== Problem details ==
Which of the lines in the data mention the string "hidden"? List them all.

(Saved data entries)
....

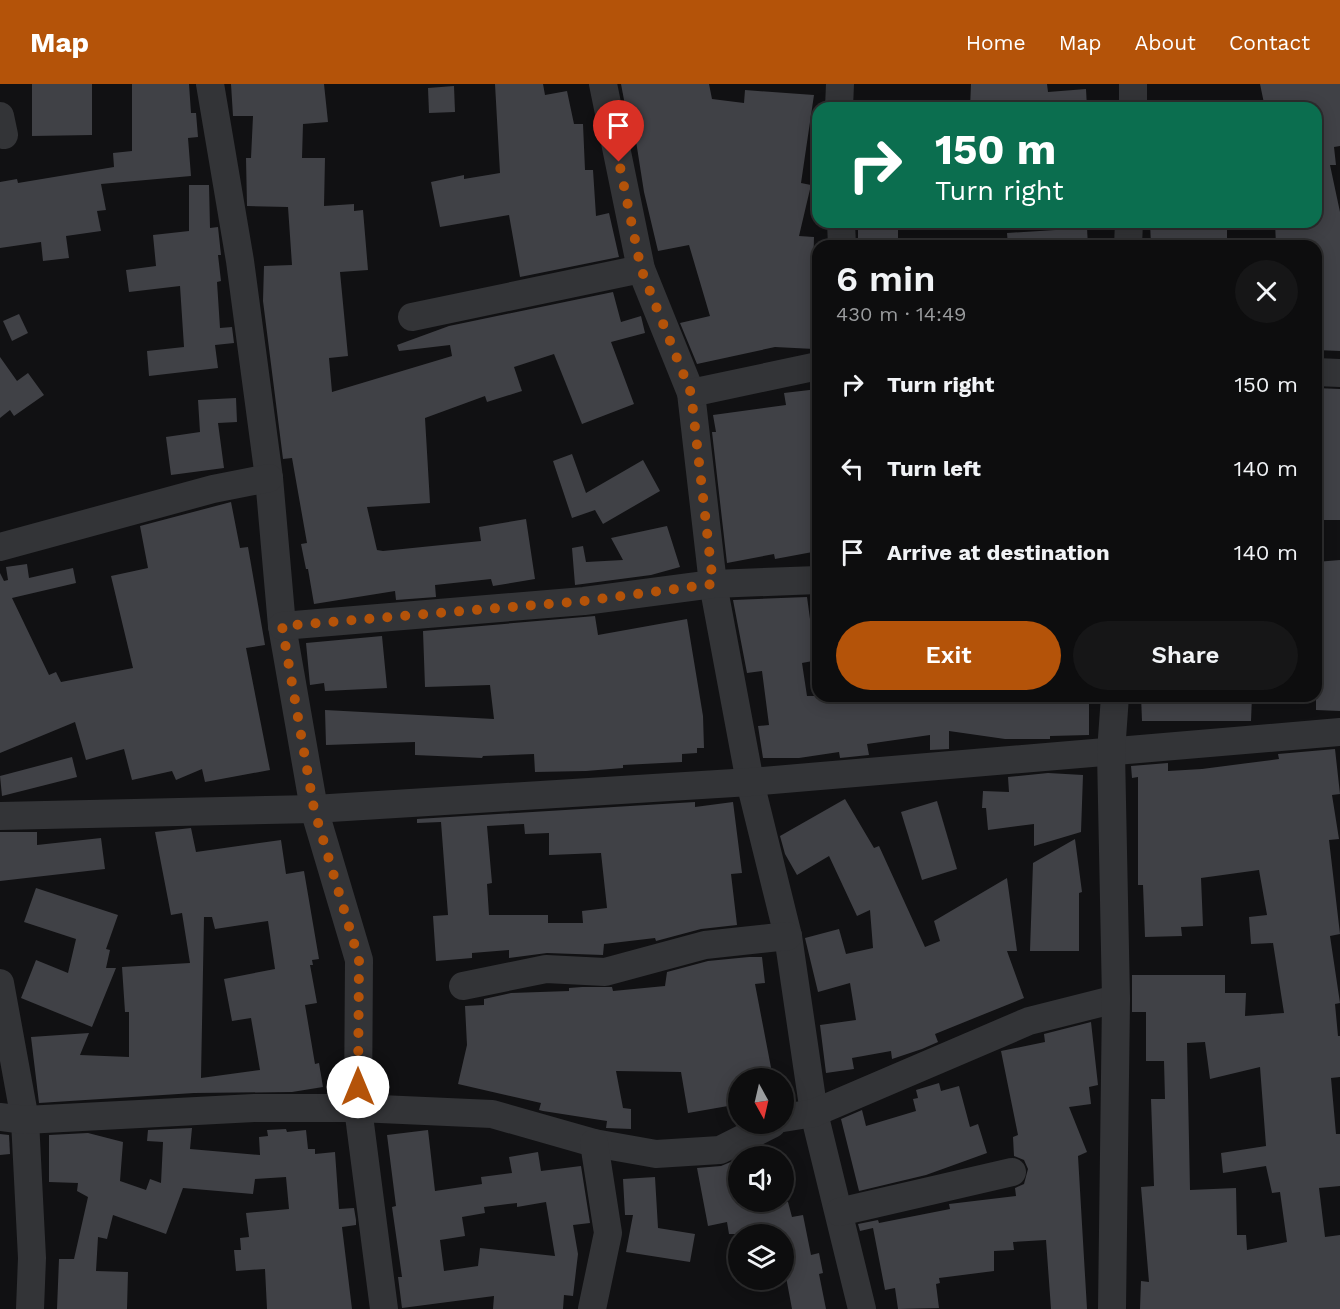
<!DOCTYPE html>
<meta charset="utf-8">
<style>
:root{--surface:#0d0d0e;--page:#161617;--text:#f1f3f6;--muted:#9a9c9e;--line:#2d2d2e;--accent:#b45309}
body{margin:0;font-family:"Work Sans",sans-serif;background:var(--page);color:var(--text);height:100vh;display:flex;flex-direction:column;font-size:22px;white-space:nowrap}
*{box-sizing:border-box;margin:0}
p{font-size:20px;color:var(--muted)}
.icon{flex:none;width:33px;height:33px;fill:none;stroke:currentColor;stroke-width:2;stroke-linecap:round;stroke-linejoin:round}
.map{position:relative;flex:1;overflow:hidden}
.drawer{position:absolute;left:812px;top:156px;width:510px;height:462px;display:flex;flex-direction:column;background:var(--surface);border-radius:18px;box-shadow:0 3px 15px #0003,0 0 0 2px var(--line)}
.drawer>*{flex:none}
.banner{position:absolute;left:812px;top:18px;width:510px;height:126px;border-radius:18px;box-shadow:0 3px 15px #0003,0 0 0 2px var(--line);background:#0b6e4f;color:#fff;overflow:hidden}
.needle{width:39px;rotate:172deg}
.controls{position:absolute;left:728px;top:984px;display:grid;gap:12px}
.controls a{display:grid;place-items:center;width:66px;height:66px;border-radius:50%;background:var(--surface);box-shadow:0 3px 15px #0003,0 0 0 2px var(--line);font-size:30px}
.pin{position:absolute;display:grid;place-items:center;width:51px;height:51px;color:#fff;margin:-62px -26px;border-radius:50% 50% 50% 0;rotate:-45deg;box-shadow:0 0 6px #0007}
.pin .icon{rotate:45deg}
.me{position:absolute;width:66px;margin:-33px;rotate:0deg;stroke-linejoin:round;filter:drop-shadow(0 0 4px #0008)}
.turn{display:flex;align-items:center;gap:21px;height:126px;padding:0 24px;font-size:27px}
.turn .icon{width:78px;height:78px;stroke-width:2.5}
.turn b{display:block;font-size:42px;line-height:51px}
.round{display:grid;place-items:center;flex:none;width:63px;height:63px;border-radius:32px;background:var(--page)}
.headline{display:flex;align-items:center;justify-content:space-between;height:102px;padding:0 24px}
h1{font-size:36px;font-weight:600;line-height:45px}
.cta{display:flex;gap:12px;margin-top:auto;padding:12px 24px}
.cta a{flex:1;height:69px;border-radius:36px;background:var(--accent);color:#fff;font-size:24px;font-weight:600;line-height:69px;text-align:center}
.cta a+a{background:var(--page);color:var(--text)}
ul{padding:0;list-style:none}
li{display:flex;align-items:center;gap:18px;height:84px;padding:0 24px}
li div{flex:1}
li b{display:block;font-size:22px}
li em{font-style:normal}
header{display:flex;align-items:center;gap:36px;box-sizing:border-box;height:84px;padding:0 30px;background:var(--accent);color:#fff}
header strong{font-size:28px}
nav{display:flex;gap:33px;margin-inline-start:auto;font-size:21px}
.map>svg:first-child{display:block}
</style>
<header>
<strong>Map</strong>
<nav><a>Home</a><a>Map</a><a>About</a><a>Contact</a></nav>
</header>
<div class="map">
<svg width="1340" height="1225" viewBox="0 0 1340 1225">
<rect width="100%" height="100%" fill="#111113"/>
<g fill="#404146" fill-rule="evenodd">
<polygon points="32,0 92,0 92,51 32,52"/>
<polygon points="132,0 189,0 191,29 196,29 198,53 188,54 191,92 101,100 106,126 97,127 101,147 66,152 69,174 43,177 41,158 0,164 0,98 17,95 18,99 114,83 113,69 132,67"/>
<polygon points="231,0 324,0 328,38 303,40 302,74 325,74 324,122 354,120 354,127 363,126 368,186 340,188 348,272 329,274 332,308 452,272 450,261 399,267 397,261 449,242 613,208 621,238 641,232 645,249 611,258 634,320 582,340 554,270 514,283 522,307 487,318 485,312 425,334 430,419 367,423 377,466 383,467 481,457 479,443 526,435 535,495 493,502 491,495 435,501 436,513 396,516 395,507 314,520 308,485 306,485 301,460 307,459 292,374 283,375 263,217 264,182 292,181 288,123 247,122 246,74 251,74 253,32 233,32"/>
<polygon points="495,0 543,0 545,11 567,7 574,40 583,40 585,86 593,86 596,132 609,129 619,173 520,193 509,131 440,143 431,98 464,91 464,95 500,89"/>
<polygon points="621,0 709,0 712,15 744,19 745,6 814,11 801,99 811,101 799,152 814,153 813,188 818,188 818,210 814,265 775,263 697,280 680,239 710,232 689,161 658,167 644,108 636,57 632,58"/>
<polygon points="971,0 1047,0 1048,8 1086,5 1087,24 970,24"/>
<polygon points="1260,0 1340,0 1340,62 1334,63 1336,81 1330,81 1340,128 1340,267 1316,266 1316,162 1276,162 1275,138 1316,138 1316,24 1265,24"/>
<polygon points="454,2 455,28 429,29 428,4"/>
<polygon points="189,101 209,101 210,144 218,143 221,171 218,171 221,197 217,198 220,244 232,243 234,259 215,261 218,284 149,292 147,267 184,263 180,202 129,208 126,186 156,182 153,151 189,147"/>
<rect x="858" y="138" width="40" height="21"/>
<polygon points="1150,138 1227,138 1227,162 1151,162"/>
<polygon points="1087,144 1088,162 1008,162 1007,149"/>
<polygon points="19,230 28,249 12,257 3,237"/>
<polygon points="0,273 17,297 28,289 44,311 14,332 10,326 0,334"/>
<polygon points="1316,304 1340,305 1340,436 1316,436"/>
<polygon points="818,305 818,467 775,475 774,470 727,479 712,348 716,348 713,331 786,321 784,309"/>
<polygon points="236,314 237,338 218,339 224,384 171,391 166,353 200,348 198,316"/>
<polygon points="572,370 586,409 643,376 660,407 603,440 595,426 572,434 553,377"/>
<polygon points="231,418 240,464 248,463 265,561 246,564 270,686 205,698 202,685 176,696 172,687 132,696 124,665 86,676 75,638 0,669 0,489 4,497 8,496 6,483 27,480 29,494 73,484 76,499 12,514 49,591 56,588 61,598 133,584 111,492 148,484 140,442"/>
<polygon points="667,442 680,483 651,491 575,501 572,464 583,462 586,478 623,476 611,454"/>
<polygon points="1340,476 1340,627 1316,626 1316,478"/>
<polygon points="807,513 810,535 818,533 818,576 802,579 807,612 1089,612 1089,651 1050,652 1050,655 1005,655 949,647 949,665 930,666 930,651 867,660 869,671 840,674 839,668 799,674 763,674 758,642 769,641 762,587 747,589 733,516"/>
<polygon points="595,532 598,551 687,535 703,632 704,664 697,664 697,669 682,670 682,678 623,681 623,684 586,687 535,688 534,670 483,672 482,674 415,671 415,658 326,661 325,626 494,635 490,601 425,603 423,547"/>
<polygon points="382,552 387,604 325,607 324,599 310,601 306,559"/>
<polygon points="1141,612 1252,612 1251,637 1142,637"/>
<path d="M 1335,665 L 1340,710 L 1332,711 L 1339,755 L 1329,756 L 1340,850 L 1330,852 L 1340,919 L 1335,920 L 1338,952 L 1340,952 L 1340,993 L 1331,994 L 1336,1050 L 1340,1050 L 1340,1102 L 1319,1104 L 1325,1153 L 1340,1151 L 1340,1225 L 1140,1225 L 1141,1197 L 1149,1198 L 1141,1103 L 1154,1102 L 1151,1015 L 1165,1015 L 1164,977 L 1146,977 L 1146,928 L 1132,928 L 1132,891 L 1225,891 L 1225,909 L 1246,909 L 1245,932 L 1284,929 L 1273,859 L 1251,860 L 1249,833 L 1267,831 L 1259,786 L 1201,794 L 1203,842 L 1181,843 L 1182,852 L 1145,853 L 1143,801 L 1138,801 L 1138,693 L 1132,694 L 1131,682 L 1168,679 L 1168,687 L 1202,685 L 1279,675 L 1278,670 ZM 1205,958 L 1210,995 L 1260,983 L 1266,1062 L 1221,1069 L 1223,1089 L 1266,1082 L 1272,1109 L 1280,1108 L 1287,1158 L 1247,1166 L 1246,1151 L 1237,1151 L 1236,1104 L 1190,1106 L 1187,959 Z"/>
<polygon points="72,673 77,693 2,712 0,692"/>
<polygon points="1048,689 1083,691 1081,748 1034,762 1034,740 988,746 986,724 982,724 983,707 1009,708 1008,693"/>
<polygon points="845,715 874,764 879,762 925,863 940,857 934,837 1007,794 1017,867 1007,867 1024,914 935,950 938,958 922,965 892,975 891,967 852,974 854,985 826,989 820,941 856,936 850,899 818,908 805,854 839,845 846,870 873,864 870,826 857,832 829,772 797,791 785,770 780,752"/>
<polygon points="937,717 957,785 922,796 901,728"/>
<path d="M 695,718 L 695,723 L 733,718 L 742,789 L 731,790 L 737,841 L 701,845 L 656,857 L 655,854 L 604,860 L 603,871 L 547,869 L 509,874 L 509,866 L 472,869 L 472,874 L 436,877 L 433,832 L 448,831 L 441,738 L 417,739 L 417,735 ZM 524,740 L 525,750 L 549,749 L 549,771 L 601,769 L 607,824 L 582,827 L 583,839 L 548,839 L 548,831 L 489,831 L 487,800 L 492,799 L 487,742 Z"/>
<path d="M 191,744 L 196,768 L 281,756 L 286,790 L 304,787 L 319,875 L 312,876 L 313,881 L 310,881 L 317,919 L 305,921 L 315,980 L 319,979 L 323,1003 L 292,1008 L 194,1009 L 39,1019 L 31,953 L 89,949 L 80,971 L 129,973 L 129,928 L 125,928 L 122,883 L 190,879 L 182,829 L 171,831 L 155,748 ZM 204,833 L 212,833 L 215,845 L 268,837 L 275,885 L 224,895 L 232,937 L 251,934 L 260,986 L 201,994 Z"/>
<polygon points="0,748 37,748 37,761 101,754 105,785 0,797"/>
<polygon points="1075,755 1082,808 1079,809 1079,867 1030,867 1033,779"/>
<polygon points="36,804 118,831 106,865 110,866 106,884 116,884 92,943 21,914 36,876 68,889 76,855 24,838"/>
<polygon points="749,873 762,873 765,899 755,900 773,994 738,994 738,1018 728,1020 728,1022 688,1029 681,988 616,987 623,1024 631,1025 631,1045 606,1044 607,1037 543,1027 539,1026 541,1019 458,1000 467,961 465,922 484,921 484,915 511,909 569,907 569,904 582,903 612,903 613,907 665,902 667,888 708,877"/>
<polygon points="1091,938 1098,1001 1089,1003 1091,1020 1069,1023 1087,1068 1078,1072 1087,1225 1051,1225 1046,1156 1013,1158 1014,1166 994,1167 994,1187 939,1194 940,1199 936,1200 939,1224 898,1225 895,1204 885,1206 873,1144 860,1147 858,1140 878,1136 879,1139 950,1125 949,1120 1016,1112 1015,1104 1024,1100 1028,1085 1024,1076 1014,1072 1013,1053 1018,1051 1001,967 1045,958 1044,950"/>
<polygon points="939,999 941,1007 959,1002 970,1043 978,1040 987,1069 926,1091 859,1107 841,1035 862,1026 866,1042 916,1027 913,1015 918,1014 916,1006"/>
<polygon points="192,1044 190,1065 260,1071 259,1053 268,1052 267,1046 286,1045 287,1048 306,1046 308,1065 315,1065 315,1070 335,1068 339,1125 354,1124 356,1136 356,1141 342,1143 352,1225 267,1225 265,1185 236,1187 234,1166 241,1166 240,1154 249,1153 246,1129 289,1125 286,1093 255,1095 253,1110 183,1104 166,1150 113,1131 107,1155 98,1153 96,1187 128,1188 127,1225 57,1225 59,1175 74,1175 88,1113 77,1107 78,1099 49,1098 49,1051 88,1049 123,1058 120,1097 146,1106 150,1095 161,1099 163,1058 147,1057 148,1046"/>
<path d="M 428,1046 L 435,1107 L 482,1100 L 481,1093 L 512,1089 L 509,1073 L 538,1068 L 541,1087 L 581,1082 L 590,1139 L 573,1141 L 578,1170 L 573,1212 L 564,1211 L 563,1225 L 493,1225 L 494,1212 L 402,1224 L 398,1193 L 402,1193 L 392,1123 L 396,1122 L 387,1051 ZM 546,1118 L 555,1172 L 480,1164 L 478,1182 L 444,1187 L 440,1156 L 465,1152 L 462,1133 L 485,1129 L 484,1123 L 517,1119 L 517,1123 Z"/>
<polygon points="0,1050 9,1051 10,1070 0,1071"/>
<polygon points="738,1075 738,1118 788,1118 792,1133 803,1131 811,1171 819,1169 823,1189 819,1190 826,1225 792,1225 783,1177 783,1150 729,1150 727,1138 708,1142 697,1084 721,1082"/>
<polygon points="655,1093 658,1144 695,1150 690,1178 626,1168 633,1131 625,1131 623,1095"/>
</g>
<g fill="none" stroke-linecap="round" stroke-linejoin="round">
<g stroke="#333437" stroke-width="28">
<polyline points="210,0 240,177 269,394 282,542 314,725 359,876 358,1024 384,1225"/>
<polyline points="603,0 641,185 691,309 713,500 750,698 788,852 814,1029 862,1225"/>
<polyline points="839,24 840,0"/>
<polyline points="1133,24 1133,0"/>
<polyline points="0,32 4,51"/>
<polyline points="841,138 842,162"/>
<polyline points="1128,162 1129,138"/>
<polyline points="412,233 641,185"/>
<polyline points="1316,288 1340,289"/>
<polyline points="691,309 818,282"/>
<polyline points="0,463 213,405 269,394"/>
<polyline points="282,542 584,517 713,500 818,496"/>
<polyline points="0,732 314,725 750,698 1340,648"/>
<polyline points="0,899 25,1036 32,1174 30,1225"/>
<polyline points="463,902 546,885 605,888 705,861 788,852"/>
<polyline points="0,1033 25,1036 254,1024 358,1024 492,1030 594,1059 656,1070 720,1066 772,1040"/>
<polyline points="783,1034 814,1029 1029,937 1116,915"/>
<polyline points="839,1128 1012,1088"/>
<polyline points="592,1225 608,1149 594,1059"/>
<polyline points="1112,1225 1116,915 1111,668 1115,612"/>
</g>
</g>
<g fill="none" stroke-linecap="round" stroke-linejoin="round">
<polyline stroke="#b45309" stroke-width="10" stroke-dasharray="0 18" points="358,1003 359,876 314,725 282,542 584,517 713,500 691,309 641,185 619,78"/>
</g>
</svg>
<div class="controls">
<a><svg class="needle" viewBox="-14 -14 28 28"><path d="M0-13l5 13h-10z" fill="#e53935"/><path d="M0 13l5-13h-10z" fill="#9a9c9e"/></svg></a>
<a><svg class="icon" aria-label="sound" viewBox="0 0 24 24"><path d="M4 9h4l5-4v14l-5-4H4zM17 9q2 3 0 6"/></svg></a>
<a><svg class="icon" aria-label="layers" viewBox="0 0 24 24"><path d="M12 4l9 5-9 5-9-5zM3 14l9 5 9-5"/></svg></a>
</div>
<div class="pin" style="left:619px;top:78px;background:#d93025"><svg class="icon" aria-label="arrive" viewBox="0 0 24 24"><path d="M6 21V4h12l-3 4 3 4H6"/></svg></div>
<svg class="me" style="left:358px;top:1003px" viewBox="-20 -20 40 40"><circle r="19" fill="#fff"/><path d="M0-13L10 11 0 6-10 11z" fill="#b45309"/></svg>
<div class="banner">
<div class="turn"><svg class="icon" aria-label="right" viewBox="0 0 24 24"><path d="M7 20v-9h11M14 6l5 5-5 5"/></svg><div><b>150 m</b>Turn right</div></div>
</div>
<section class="drawer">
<div class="headline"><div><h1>6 min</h1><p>430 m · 14:49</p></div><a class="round"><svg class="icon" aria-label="close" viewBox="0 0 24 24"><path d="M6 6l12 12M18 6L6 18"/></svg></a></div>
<ul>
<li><svg class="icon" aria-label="right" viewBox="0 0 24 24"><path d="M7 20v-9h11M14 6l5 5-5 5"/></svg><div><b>Turn right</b></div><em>150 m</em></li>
<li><svg class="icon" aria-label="left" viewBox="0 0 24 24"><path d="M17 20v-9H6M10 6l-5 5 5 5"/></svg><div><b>Turn left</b></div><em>140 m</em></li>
<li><svg class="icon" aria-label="arrive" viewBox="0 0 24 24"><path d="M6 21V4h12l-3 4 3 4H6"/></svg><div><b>Arrive at destination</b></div><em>140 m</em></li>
</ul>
<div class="cta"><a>Exit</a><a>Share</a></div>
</section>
</div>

....

== Written response ==
.map{position:relative;flex:1;overflow:hidden}
.banner{position:absolute;left:812px;top:18px;width:510px;height:126px;border-radius:18px;box-shadow:0 3px 15px #0003,0 0 0 2px var(--line);background:#0b6e4f;color:#fff;overflow:hidden}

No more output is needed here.